(Beginning of Entries provided)

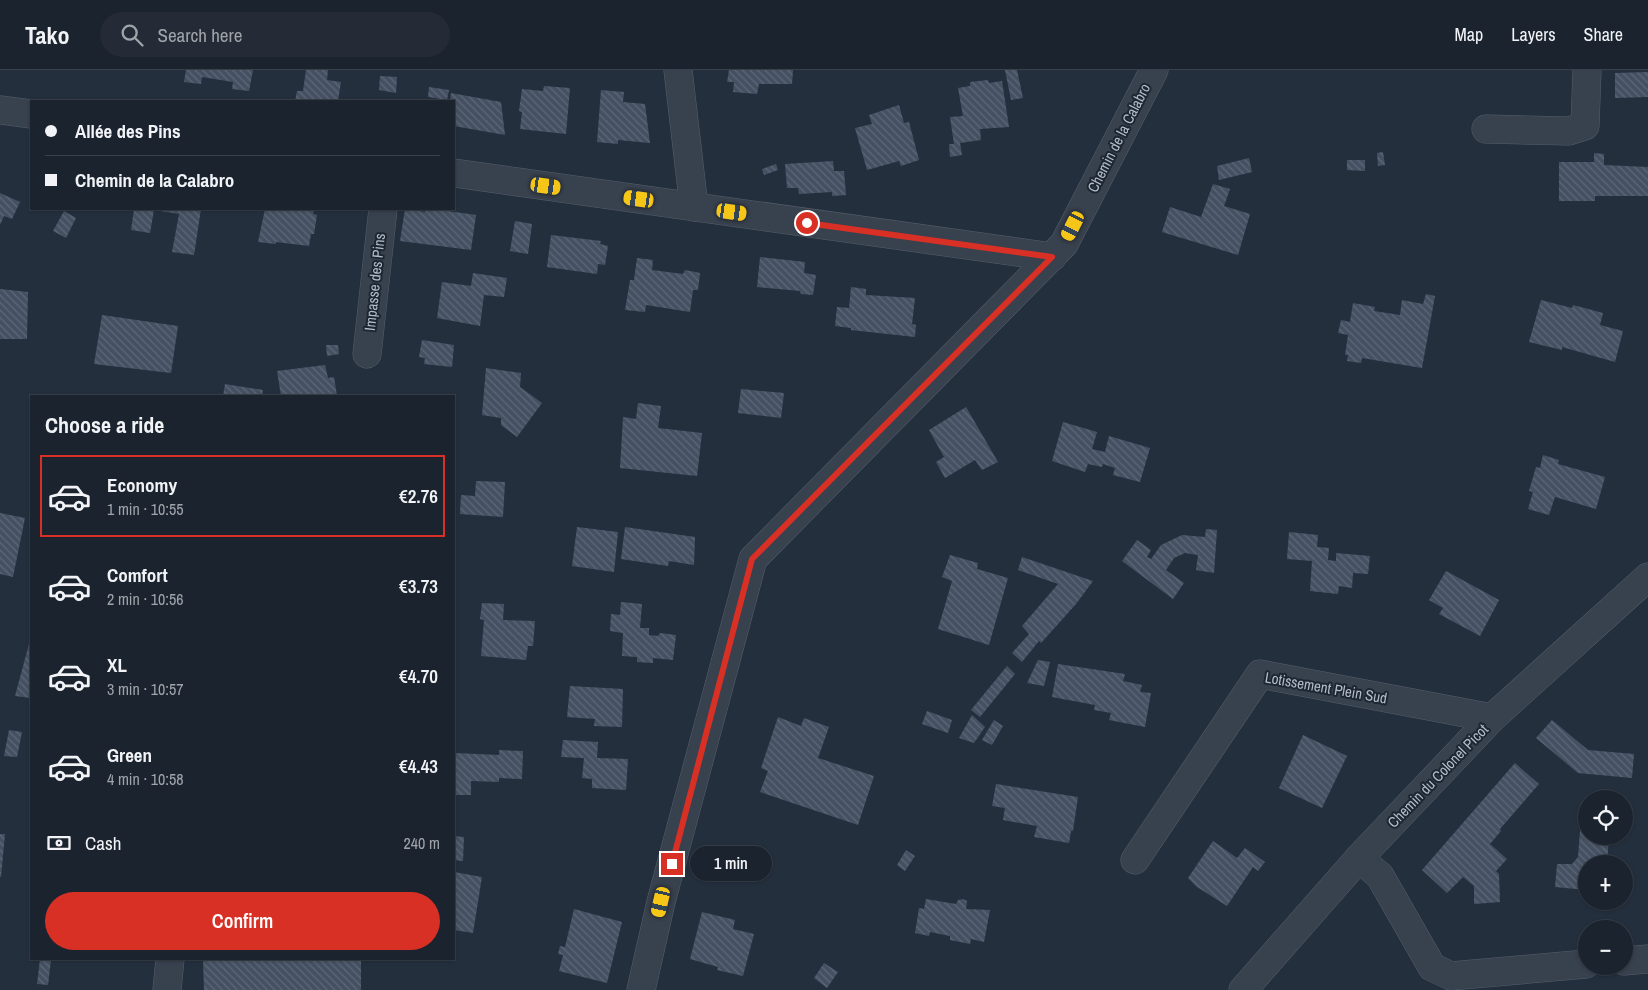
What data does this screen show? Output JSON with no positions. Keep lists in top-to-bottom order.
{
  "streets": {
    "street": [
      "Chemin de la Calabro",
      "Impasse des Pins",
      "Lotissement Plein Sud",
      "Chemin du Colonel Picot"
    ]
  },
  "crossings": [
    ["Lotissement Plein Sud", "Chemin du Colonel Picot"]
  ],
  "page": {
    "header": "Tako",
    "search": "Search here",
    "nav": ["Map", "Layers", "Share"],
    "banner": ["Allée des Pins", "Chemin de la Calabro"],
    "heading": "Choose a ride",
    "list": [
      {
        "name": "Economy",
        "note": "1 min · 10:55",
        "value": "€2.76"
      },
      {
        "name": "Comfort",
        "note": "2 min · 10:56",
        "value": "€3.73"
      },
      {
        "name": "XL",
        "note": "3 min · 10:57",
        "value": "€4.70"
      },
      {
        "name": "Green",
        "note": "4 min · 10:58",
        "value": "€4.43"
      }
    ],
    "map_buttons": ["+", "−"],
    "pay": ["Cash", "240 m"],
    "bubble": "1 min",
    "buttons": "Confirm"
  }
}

(End of Entries provided)

_Work request_
From the first line to the last, write out the data exactly, dropping any pictures.

_Response_
What data does this screen show? Output JSON with no positions. Keep lists in top-to-bottom order.
{
  "streets": {
    "street": [
      "Chemin de la Calabro",
      "Impasse des Pins",
      "Lotissement Plein Sud",
      "Chemin du Colonel Picot"
    ]
  },
  "crossings": [
    ["Lotissement Plein Sud", "Chemin du Colonel Picot"]
  ],
  "page": {
    "header": "Tako",
    "search": "Search here",
    "nav": ["Map", "Layers", "Share"],
    "banner": ["Allée des Pins", "Chemin de la Calabro"],
    "heading": "Choose a ride",
    "list": [
      {
        "name": "Economy",
        "note": "1 min · 10:55",
        "value": "€2.76"
      },
      {
        "name": "Comfort",
        "note": "2 min · 10:56",
        "value": "€3.73"
      },
      {
        "name": "XL",
        "note": "3 min · 10:57",
        "value": "€4.70"
      },
      {
        "name": "Green",
        "note": "4 min · 10:58",
        "value": "€4.43"
      }
    ],
    "map_buttons": ["+", "−"],
    "pay": ["Cash", "240 m"],
    "bubble": "1 min",
    "buttons": "Confirm"
  }
}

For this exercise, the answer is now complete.